--- START ---

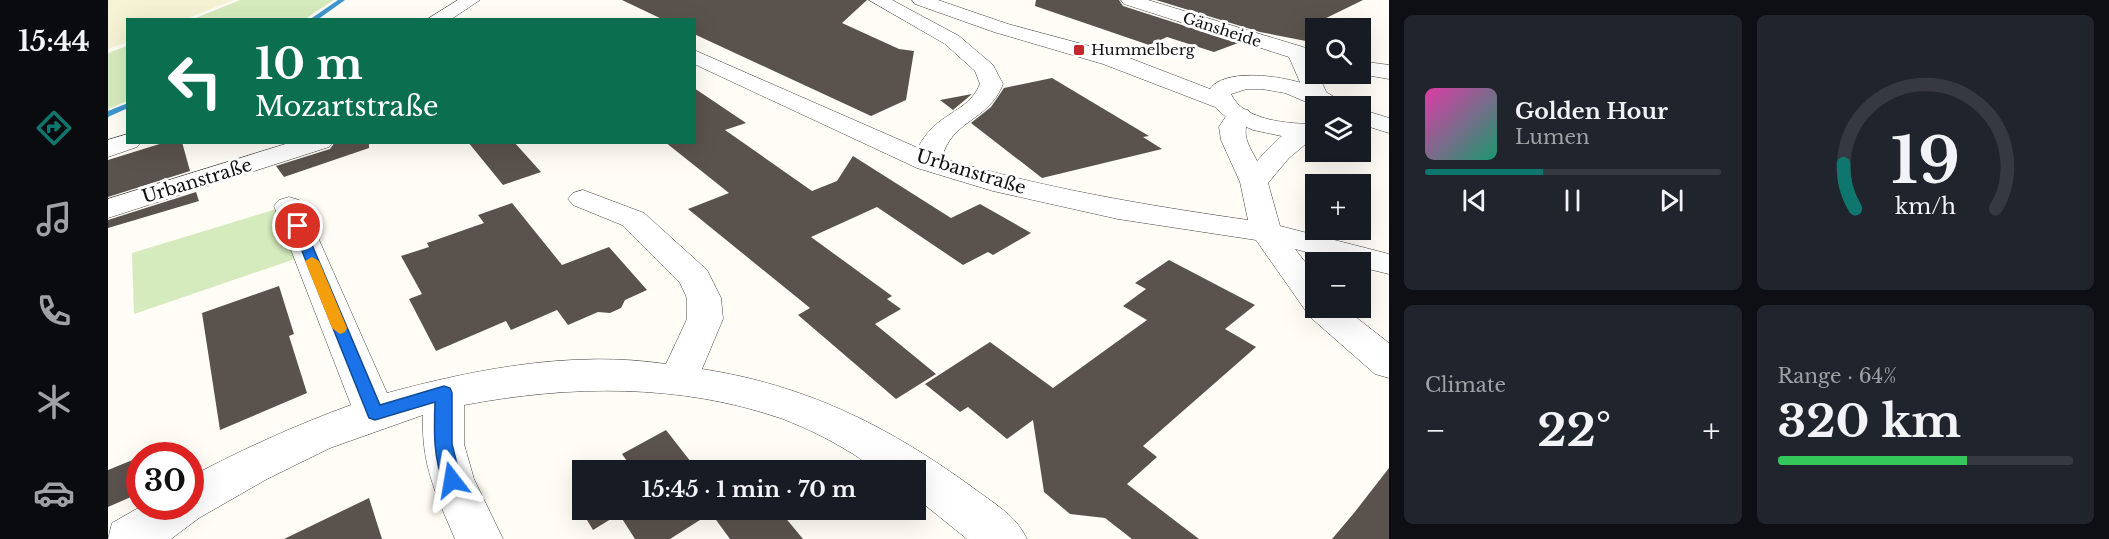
<!DOCTYPE html>
<meta charset="utf-8">
<style>
:root{--surface:#171b24;--page:#20242c;--text:#f1f3f6;--muted:#9ea1a6;--line:#363941;--accent:#0f766e}
body{margin:0;font-family:"Libre Baskerville",serif;background:var(--page);color:var(--text);height:100vh;display:flex;flex-direction:column;font-size:22px;white-space:nowrap}
*{box-sizing:border-box;margin:0}
p{font-size:20px;color:var(--muted)}
.icon{flex:none;width:33px;height:33px;fill:none;stroke:currentColor;stroke-width:2;stroke-linecap:round;stroke-linejoin:round}
.map{position:relative;flex:1;overflow:hidden}
.sheet{display:flex;flex-direction:column;gap:15px;padding:15px;background:#0d0f14;width:720px}
.sheet>*{flex:none}
.guide{position:absolute;left:18px;top:18px;width:570px;height:126px;border-radius:0px;box-shadow:0 6px 24px #0002;background:#0b6e4f;color:#fff;overflow:hidden}
.tools{position:absolute;left:1197px;top:18px;display:grid;gap:12px}
.tools a{display:grid;place-items:center;width:66px;height:66px;border-radius:0px;background:var(--surface);box-shadow:0 6px 24px #0002;font-size:30px}
.speed{position:absolute;left:18px;top:442px;display:flex;gap:12px;font-size:30px;font-weight:700;text-align:center}
.speed>*{display:grid;place-content:center;width:78px;height:78px;border-radius:50%;background:var(--surface);box-shadow:0 6px 24px #0002;line-height:1}
.speed .limit{border:9px solid #d22;background:#fff;color:#111}
.pin{position:absolute;display:grid;place-items:center;width:51px;height:51px;color:#fff;margin:-26px;border:3px solid #fff;border-radius:50%;box-shadow:0 2px 6px #0007}
.me{position:absolute;width:66px;margin:-33px;rotate:346deg;stroke-linejoin:round;filter:drop-shadow(0 0 4px #0008)}
.turn{display:flex;align-items:center;gap:21px;height:126px;padding:0 30px;font-size:27px}
.turn .icon{width:78px;height:78px;stroke-width:2.5}
.turn b{display:block;font-size:42px;line-height:51px}
.big{font-size:45px;font-weight:700;line-height:1.1}
.sheet .tile{flex:1;display:flex;flex-direction:column;justify-content:center;gap:9px;min-width:0;padding:0 21px;border-radius:9px;background:var(--page)}
.sheet .dial{align-items:center;gap:0}
.dial svg{height:156px;overflow:visible;fill:none;stroke:var(--line);stroke-width:7;stroke-linecap:round;text-anchor:middle}
.dial text{fill:var(--text);stroke:none}
.song{display:flex;align-items:center;gap:18px}
.cover{width:72px;height:72px;border-radius:9px;background:linear-gradient(135deg,hsl(320 70% 55%),hsl(160 70% 35%))}
.played{height:6px;border-radius:3px;background:linear-gradient(90deg,var(--accent) 40%,var(--line) 40%)}
.keys{display:flex;justify-content:space-around;direction:ltr}
.heat{display:flex;justify-content:space-between;align-items:center;font-size:33px;direction:ltr}
.charge{height:9px;border-radius:4px;background:linear-gradient(90deg,#34c759 64%,var(--line) 0)}
.sheet .tiles{flex:1;display:grid;gap:15px;grid-template-columns:repeat(2,1fr)}
.trip{position:absolute;left:464px;top:460px;width:354px;height:60px;border-radius:0px;background:var(--surface);box-shadow:0 6px 24px #0002;font-weight:700;line-height:60px;text-align:center}
main{display:flex;flex:1;min-height:0}
.tabs{display:flex;flex-direction:column;width:108px;justify-content:space-around;align-items:center;background:#090b0e;color:var(--muted)}
.tabs .icon{width:42px;height:42px}
.tabs .selected{color:var(--accent)}
.tabs b{font-size:27px;color:var(--text)}
.map>svg:first-child{display:block}
.farmland{fill:#f6f3d4}
.green{fill:#d5ebbd}
.lines{fill:none;stroke-linecap:round;stroke-linejoin:round}
.stream{fill:#3f96cf;fill-rule:evenodd}
.building{fill:#5a524d}
.minor-casing{stroke:#444;stroke-width:1}
.tertiary-casing{stroke:#444;stroke-width:1}
.minor{fill:#fff;fill-rule:evenodd}
.tertiary{fill:#fff;fill-rule:evenodd}
.route{fill:#1a73e8;stroke:#114b97;stroke-width:1.5}
.slow{fill:#f59e0b}
.poi-dot{fill:#c4262e;stroke:#fff;stroke-width:2}
.labels{text-anchor:middle;stroke-width:6;stroke-linejoin:round;paint-order:stroke}
.far-street-label{font-size:15px;fill:#111;stroke:#fff}
.far-poi-label{font-size:15px;fill:#111;stroke:#fff;text-anchor:start}
.street-label{font-size:18px;fill:#111;stroke:#fff}
</style>
<main>
<nav class="tabs">
<b>15:44</b>
<svg class="icon selected" aria-label="directions" viewBox="0 0 24 24"><path d="M12 3l9 9-9 9-9-9zM9 14v-3h6M13 9l2 2-2 2"/></svg>
<svg class="icon" aria-label="music" viewBox="0 0 24 24"><path d="M9 18V5l10-2v13"/><circle cx="6" cy="18" r="3"/><circle cx="16" cy="16" r="3"/></svg>
<svg class="icon" aria-label="phone" viewBox="0 0 24 24"><path d="M5 4h4l2 5-3 2q2 4 5 5l2-3 5 2v4C11 20 4 13 5 4z"/></svg>
<svg class="icon" aria-label="climate" viewBox="0 0 24 24"><path d="M12 3v18M4 7l16 10M4 17L20 7"/></svg>
<svg class="icon" aria-label="car" viewBox="0 0 24 24"><path d="M5 17H2v-5l4-1 3-4h7l3 4 3 1v5h-3M9 17h6M6 11h13"/><circle cx="7" cy="17" r="2"/><circle cx="17" cy="17" r="2"/></svg>
</nav>
<div class="map">
<svg width="1281" height="539" viewBox="0 0 1281 539">
<rect width="100%" height="100%" fill="#fffdf5"/>
<path class="farmland" d="M0 0H126L77 19 20 20 19 42 0 49Z"/>
<path class="green" d="M132 0H226L197 19H85Z
M19 46V101L0 109V53Z
M175 207 193 257 26 314 24 253Z"/>
<g class="lines">
<path class="stream" d="M230 0H237L209 20H201Z
M20 103V108L0 117V111Z"/>
</g>
<path class="building" d="M514 0H759L734 23 791 49 806 51 798 100 763 116 586 34V20H556Z
M928 0H1011L1015 6 1130 43 1106 52 1059 37 1041 45 927 6Z
M1048 0H1255L1208 23V43L1152 32Z
M944 78 1041 136 1035 137 1054 149 934 178 863 123 883 107 896 88Z
M586 88 638 123 617 130 704 191 729 181 745 156 843 218 872 204 923 233 885 255 880 252 855 265 769 207 703 237 784 296 779 299 793 309 767 324 828 374 788 399 690 315 702 308 580 209 621 193 557 142H586Z
M864 94 845 110 832 100Z
M58 142H74L82 171 0 197V160Z
M227 142H261V148L176 177 168 166 222 149Z
M360 142H406L433 172 395 185Z
M88 192 91 201 0 228V220Z
M404 203 454 265 501 247 539 290 517 300 513 308 502 313 490 312 460 325 449 310 403 330 398 321 328 351 301 299 314 294 293 256 321 247 319 243 376 223 370 215Z
M1061 260 1147 305 1117 329 1148 347 1035 446 1049 457 1019 484 1091 539H1024L997 518 962 514 936 492 925 420 899 439 860 407 852 412 817 384 882 342 945 388 1039 320 1015 306 1038 289 1027 283Z
M171 286 186 334 181 336 199 393 112 430 94 313Z
M558 430 590 471H519L524 468 514 454Z
M32 457V493L0 507V470Z
M1281 468V539H1224L1246 513Z
M474 497V510H671L695 539H622L603 513 562 539H527L511 514 485 530 467 500Z
M261 498 274 539H176Z"/>
<g class="lines">
<g class="minor-casing">
<path id="minor" d="M761 0H784L851 36 885 65 895 84C881 121 843 120 834 158 935 188 1036 205 1140 220L1132 182 1113 140 1111 127 1122 110 1131 108 1140 110 1143 115C1132 134 1140 143 1149 161 1164 145 1183 121 1206 127V137L1181 158 1160 183 1172 226 1281 254V274L1252 267V262H1236L1187 249 1208 276V308H1236L1281 343V378L1267 374 1202 317 1148 240 1010 219 885 191 809 168 586 64V50L810 148C827 112 860 114 872 84L867 71 837 44Z
M1013 0H1040L1208 51V63H1205L1221 98 1217 103H1201L1181 57 1016 4Z
M1252 61 1281 65V79L1252 74Z
M184 142H225L221 147 0 218V199Z
M475 190 536 213 599 270 613 298 615 319 594 369C698 385 780 426 864 487 885 503 908 515 919 539H859L807 497V471C797 471 780 474 771 470 760 466 750 456 740 451 719 438 698 428 675 419 572 383 462 385 356 405V444L366 479 395 539H347C328 494 313 465 315 415L222 448 159 479 91 518 63 539H0L4 523 32 507H82V477C135 449 188 425 243 405L166 206 171 200 181 197 191 200 196 206 279 393C368 369 465 350 558 364L579 319V298L572 283 514 225 465 205 460 199 465 193Z"/>
</g>
<g class="tertiary-casing">
<path id="tertiary" d="M350 0H372L342 20H318Z
M804 0H830L900 24 1011 54 1102 89C1121 61 1219 81 1236 106H1208L1177 93 1154 89H1139L1123 94C1135 121 1182 124 1208 124V140L1183 138 1145 130 1119 118 1107 107 995 64 886 32 807 4Z
M1252 109 1281 118V133L1252 124Z
M20 134V142H33L29 147 0 157V140Z"/>
</g>
<use href="#minor" class="minor"/>
<use href="#tertiary" class="tertiary"/>
</g>
<path class="route" d="M190 223 196 226 272 405 336 386 342 388 344 393V444L353 480 350 486 344 489 337 486C325 460 326 430 327 402L267 420 261 418 184 226Z"/>
<path class="slow" d="M204 257 211 261 239 328 237 332 232 334 224 328 197 261Z"/>
<rect class="poi-dot" x="965" y="44" width="12" height="12" rx="3"/>
<g class="labels">
<g class="far-street-label">
<text transform="translate(1114 30) rotate(18)" y="5">Gänsheide</text>
</g>
<g class="far-poi-label">
<text x="983" y="55">Hummelberg</text>
</g>
<g class="street-label">
<text transform="translate(863 172) rotate(17)" y="6">Urbanstraße</text>
<text transform="translate(89 181) rotate(-17)" y="6">Urbanstraße</text>
</g>
</g>
</svg>
<div class="tools">
<a><svg class="icon" aria-label="search" viewBox="0 0 24 24"><circle cx="10" cy="10" r="6"/><path d="M15 15l6 6"/></svg></a>
<a><svg class="icon" aria-label="layers" viewBox="0 0 24 24"><path d="M12 4l9 5-9 5-9-5zM3 14l9 5 9-5"/></svg></a>
<a>+</a>
<a>−</a>
</div>
<div class="speed"><div class="limit">30</div></div>
<div class="pin" style="left:190px;top:226px;background:#d93025"><svg class="icon" aria-label="arrive" viewBox="0 0 24 24"><path d="M6 21V4h12l-3 4 3 4H6"/></svg></div>
<svg class="me" style="left:344px;top:480px" viewBox="-20 -20 40 40"><path d="M0-17L14 15 0 8-14 15z" fill="#1a73e8" stroke="#fff" stroke-width="4"/></svg>
<div class="trip">15:45 · 1 min · 70 m</div>
<div class="guide">
<div class="turn"><svg class="icon" aria-label="left" viewBox="0 0 24 24"><path d="M17 20v-9H6M10 6l-5 5 5 5"/></svg><div><b>10 m</b>Mozartstraße</div></div>
</div>
</div>
<section class="sheet">
<div class="tiles">
<div class="tile">
<div class="song"><i class="cover"></i><div><b>Golden Hour</b><p>Lumen</p></div></div>
<div class="played"></div>
<div class="keys"><svg class="icon" aria-label="previous" viewBox="0 0 24 24"><path d="M18 5L8 12l10 7zM5 5v14"/></svg><svg class="icon" aria-label="pause" viewBox="0 0 24 24"><path d="M8 5v14M16 5v14"/></svg><svg class="icon" aria-label="next" viewBox="0 0 24 24"><path d="M6 5l10 7-10 7zM19 5v14"/></svg></div>
</div>
<div class="tile dial"><svg viewBox="0 0 100 80">
<path d="M14 69A42 42 0 1 1 86 69"/>
<path d="M14 69A42 42 0 0 1 8 46" stroke="#0f766e"/>
<text x="50" y="56" font-size="32" font-weight="700">19</text>
<text x="50" y="72" font-size="11">km/h</text>
</svg></div>
<div class="tile"><p>Climate</p>
<div class="heat"><a>−</a><b class="big">22°</b><a>+</a></div>
</div>
<div class="tile"><p>Range · 64%</p><b class="big">320 km</b><div class="charge"></div></div>
</div>
</section>
</main>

--- END ---

- PROBLEM DETAILS: Search the listing for the word "space" and return each line that holds it.

- RESULT OF THIS EXERCISE:
body{margin:0;font-family:"Libre Baskerville",serif;background:var(--page);color:var(--text);height:100vh;display:flex;flex-direction:column;font-size:22px;white-space:nowrap}
.keys{display:flex;justify-content:space-around;direction:ltr}
.heat{display:flex;justify-content:space-between;align-items:center;font-size:33px;direction:ltr}
.tabs{display:flex;flex-direction:column;width:108px;justify-content:space-around;align-items:center;background:#090b0e;color:var(--muted)}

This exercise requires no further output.